森の中で出会いまして(熊ではない)
結界でやっちゃった感はあるけれども、ひと狩り終わったようなので人?の方を見てみると、先ほどバランスを失って倒れたまま、のびている大型トカゲを茫然とみていた。
「あのー、大丈夫ですか?」
ずっとそのままにしておくわけにもいかないので、取敢えず倒れたままの人?に声をかけてみる。
「あ、あぁ、すまない。助かった…」
あ、男性だ。満身創痍のその姿は大丈夫そうではないね。
「いえいえ、たまたま通りかかったものですから。ついでといってはなんですが、治癒魔法かけます?大きな損傷は治せませんが…」
そういうと、彼は虚をつかれたような顔をしたあと、出来るなら、と言った。
許可を得たので早速適当に呪文を言って魔法をかける。無詠唱は高等技術だと学習済みである。
あと、本気だしたら部位欠損や不治の病とされてる病気やらも治せるんだけどバレたら面倒なので必要にかられない限りはやらん。
「はい、終わりましたよ。

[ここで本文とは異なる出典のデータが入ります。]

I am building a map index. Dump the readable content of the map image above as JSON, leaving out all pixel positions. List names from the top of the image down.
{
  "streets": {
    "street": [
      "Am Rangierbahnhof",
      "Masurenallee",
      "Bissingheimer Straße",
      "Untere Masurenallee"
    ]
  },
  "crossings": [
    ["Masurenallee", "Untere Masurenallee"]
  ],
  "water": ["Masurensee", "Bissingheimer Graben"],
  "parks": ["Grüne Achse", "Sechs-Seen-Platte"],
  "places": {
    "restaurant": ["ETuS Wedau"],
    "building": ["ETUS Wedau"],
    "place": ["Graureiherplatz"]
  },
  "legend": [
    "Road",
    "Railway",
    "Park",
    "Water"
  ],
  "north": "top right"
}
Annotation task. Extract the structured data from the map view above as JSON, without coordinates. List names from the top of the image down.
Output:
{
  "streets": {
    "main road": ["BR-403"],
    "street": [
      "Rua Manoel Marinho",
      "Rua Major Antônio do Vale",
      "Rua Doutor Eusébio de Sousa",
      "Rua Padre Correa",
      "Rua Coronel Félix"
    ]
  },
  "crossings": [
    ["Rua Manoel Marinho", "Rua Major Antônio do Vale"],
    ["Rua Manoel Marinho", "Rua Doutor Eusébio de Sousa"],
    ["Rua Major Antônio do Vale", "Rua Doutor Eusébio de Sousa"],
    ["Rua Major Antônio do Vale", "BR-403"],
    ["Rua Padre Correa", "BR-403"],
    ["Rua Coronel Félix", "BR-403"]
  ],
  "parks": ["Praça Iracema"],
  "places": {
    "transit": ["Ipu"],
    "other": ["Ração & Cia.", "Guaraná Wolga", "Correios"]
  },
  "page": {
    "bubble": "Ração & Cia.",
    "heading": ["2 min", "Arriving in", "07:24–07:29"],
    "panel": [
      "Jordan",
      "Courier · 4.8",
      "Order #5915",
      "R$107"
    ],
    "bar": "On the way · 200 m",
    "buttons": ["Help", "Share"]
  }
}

調子は如何です?」
「ありがとう、何とかうごけそうだ」
手や足をうごかして確認し、そういって微笑みかけてくれた。うむ、なかなかイケめんである。
そしてなによりーー
(ケモ耳ケモしっぽきたぁああ!)
そうです。これが人のあとの疑問符の理由である。時々ぴょこりと動くケモ耳、治療後に少しだけ揺れたしっぽ、眼福です…。
獣人が存在するなんてっ!この世界によびくさったあの最低国王をすこーしだけ許してやることにしよう、うん。
「助けてもらったお礼がしたいんだが…生憎、手持ちがなくて」
私は手をパタパタと振り、断りをいれる。
「困ったときはお互い様ですよ。もし、どうしてもというのであれば、近くの町か村までご一緒願えません?」
実は迷子になってしまって、と嘘を交えてあわよくば同行を、と狙って願い出てみる。
彼は快諾してくれた。
そして話は大型生物にうつる。見た目大型トカゲのこいつはレッサードラゴンというらしく、町のギルドに持っていけば報酬がでるとのこと。
追い詰めたのは彼であり、私は不意討ちで最後をかっさらったに過ぎないので権利を放棄するといったのだが、それではこちらの気が済まないと譲らないので、討伐報酬の1/3を受け取ることで了承させた。生真面目さんか、君は。
「本当にいいのか?あー、と」
「かまわないわ。あぁ、そういえば名乗ってなかったわね。わたしはナーヤ、町までよろしくね」
「俺はジゼルという。よろしく、ナーヤ」
報酬の件の話し合いで、こちらの話し方もくずれたものになった。手を差し出すと、握手に応じてくれたので握って軽くふる。
余談だがナーヤというのはわたしがあっちでゲームをするときに使っていた名前である。偽名であっても馴染みがあるものでないとボロがでるからなぁ。